Note
Click here to download the full example code or run this example in your browser via Binder
1. Black-box interpretation of models: LIME¶
See also skater: a more modern variant relying on heavier dependencies https://github.com/datascienceinc/Skater
First we need to install lime with the following shell line:
$ pip install --user lime
Lime uses the notion of “explainers”, for different types of data, tabular, image, text.

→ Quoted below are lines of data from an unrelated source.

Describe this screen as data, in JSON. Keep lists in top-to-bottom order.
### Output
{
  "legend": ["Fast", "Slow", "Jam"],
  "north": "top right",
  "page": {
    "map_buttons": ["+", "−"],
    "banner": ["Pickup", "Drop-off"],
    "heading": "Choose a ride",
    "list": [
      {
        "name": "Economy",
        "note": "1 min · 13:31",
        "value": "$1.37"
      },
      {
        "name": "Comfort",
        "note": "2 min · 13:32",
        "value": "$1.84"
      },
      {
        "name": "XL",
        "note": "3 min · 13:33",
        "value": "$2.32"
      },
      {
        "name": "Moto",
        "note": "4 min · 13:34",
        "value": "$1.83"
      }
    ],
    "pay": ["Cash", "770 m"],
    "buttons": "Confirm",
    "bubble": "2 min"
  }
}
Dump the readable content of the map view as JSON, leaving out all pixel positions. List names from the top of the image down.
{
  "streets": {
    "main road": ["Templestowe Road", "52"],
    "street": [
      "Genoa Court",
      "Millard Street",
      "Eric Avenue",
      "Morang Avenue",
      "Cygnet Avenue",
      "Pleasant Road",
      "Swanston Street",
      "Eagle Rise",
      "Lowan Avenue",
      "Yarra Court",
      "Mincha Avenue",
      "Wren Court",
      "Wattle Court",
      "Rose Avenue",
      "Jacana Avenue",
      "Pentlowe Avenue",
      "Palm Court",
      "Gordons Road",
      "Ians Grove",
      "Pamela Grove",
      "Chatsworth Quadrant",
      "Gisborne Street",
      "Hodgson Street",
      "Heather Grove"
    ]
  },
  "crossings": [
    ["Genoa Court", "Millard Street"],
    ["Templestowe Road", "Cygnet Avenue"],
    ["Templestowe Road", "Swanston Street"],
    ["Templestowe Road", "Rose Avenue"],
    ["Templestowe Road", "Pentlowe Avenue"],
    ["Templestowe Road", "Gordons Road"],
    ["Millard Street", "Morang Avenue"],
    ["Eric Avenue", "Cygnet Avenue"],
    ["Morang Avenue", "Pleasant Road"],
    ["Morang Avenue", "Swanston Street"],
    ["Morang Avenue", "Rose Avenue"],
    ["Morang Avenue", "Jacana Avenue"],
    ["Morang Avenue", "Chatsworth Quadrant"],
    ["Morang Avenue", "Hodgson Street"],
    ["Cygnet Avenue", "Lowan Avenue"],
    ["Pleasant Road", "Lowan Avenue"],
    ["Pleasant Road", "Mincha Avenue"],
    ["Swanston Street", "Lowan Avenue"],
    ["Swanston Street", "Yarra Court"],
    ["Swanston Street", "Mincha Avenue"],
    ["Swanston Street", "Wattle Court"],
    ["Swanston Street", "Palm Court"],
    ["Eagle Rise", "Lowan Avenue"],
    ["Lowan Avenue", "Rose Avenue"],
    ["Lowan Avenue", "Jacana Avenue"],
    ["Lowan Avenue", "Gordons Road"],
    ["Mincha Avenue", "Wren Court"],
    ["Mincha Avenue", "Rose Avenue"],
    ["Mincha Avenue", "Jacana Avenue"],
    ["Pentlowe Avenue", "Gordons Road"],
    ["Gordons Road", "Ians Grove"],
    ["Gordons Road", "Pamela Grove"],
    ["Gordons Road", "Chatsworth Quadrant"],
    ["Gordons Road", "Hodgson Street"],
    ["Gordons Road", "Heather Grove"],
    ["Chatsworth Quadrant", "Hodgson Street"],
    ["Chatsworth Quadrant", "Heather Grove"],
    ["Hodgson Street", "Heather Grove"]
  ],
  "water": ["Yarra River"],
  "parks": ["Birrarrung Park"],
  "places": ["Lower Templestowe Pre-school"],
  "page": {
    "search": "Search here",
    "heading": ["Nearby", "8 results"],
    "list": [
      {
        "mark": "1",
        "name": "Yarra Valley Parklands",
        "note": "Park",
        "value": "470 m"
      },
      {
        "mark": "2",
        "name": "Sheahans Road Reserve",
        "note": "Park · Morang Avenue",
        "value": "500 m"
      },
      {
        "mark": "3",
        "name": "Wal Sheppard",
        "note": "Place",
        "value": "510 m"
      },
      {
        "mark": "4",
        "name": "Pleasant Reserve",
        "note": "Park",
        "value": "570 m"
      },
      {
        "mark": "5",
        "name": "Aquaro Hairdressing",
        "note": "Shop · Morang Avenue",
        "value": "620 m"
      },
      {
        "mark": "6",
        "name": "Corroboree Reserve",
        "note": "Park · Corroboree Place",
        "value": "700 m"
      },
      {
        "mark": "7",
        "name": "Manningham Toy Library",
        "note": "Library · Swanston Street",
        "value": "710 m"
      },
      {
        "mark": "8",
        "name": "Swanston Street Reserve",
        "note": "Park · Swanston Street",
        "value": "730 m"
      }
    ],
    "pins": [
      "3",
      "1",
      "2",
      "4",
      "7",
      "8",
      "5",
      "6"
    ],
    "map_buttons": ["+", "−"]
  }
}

1.1. Regression on tabular data: factors of prices of houses¶
Load the data, create and fit a regressor
from sklearn import datasets, ensemble, model_selection
boston = datasets.load_boston()
X_train, X_test, y_train, y_test = model_selection.train_test_split(
boston.data, boston.target)
regressor = ensemble.RandomForestRegressor()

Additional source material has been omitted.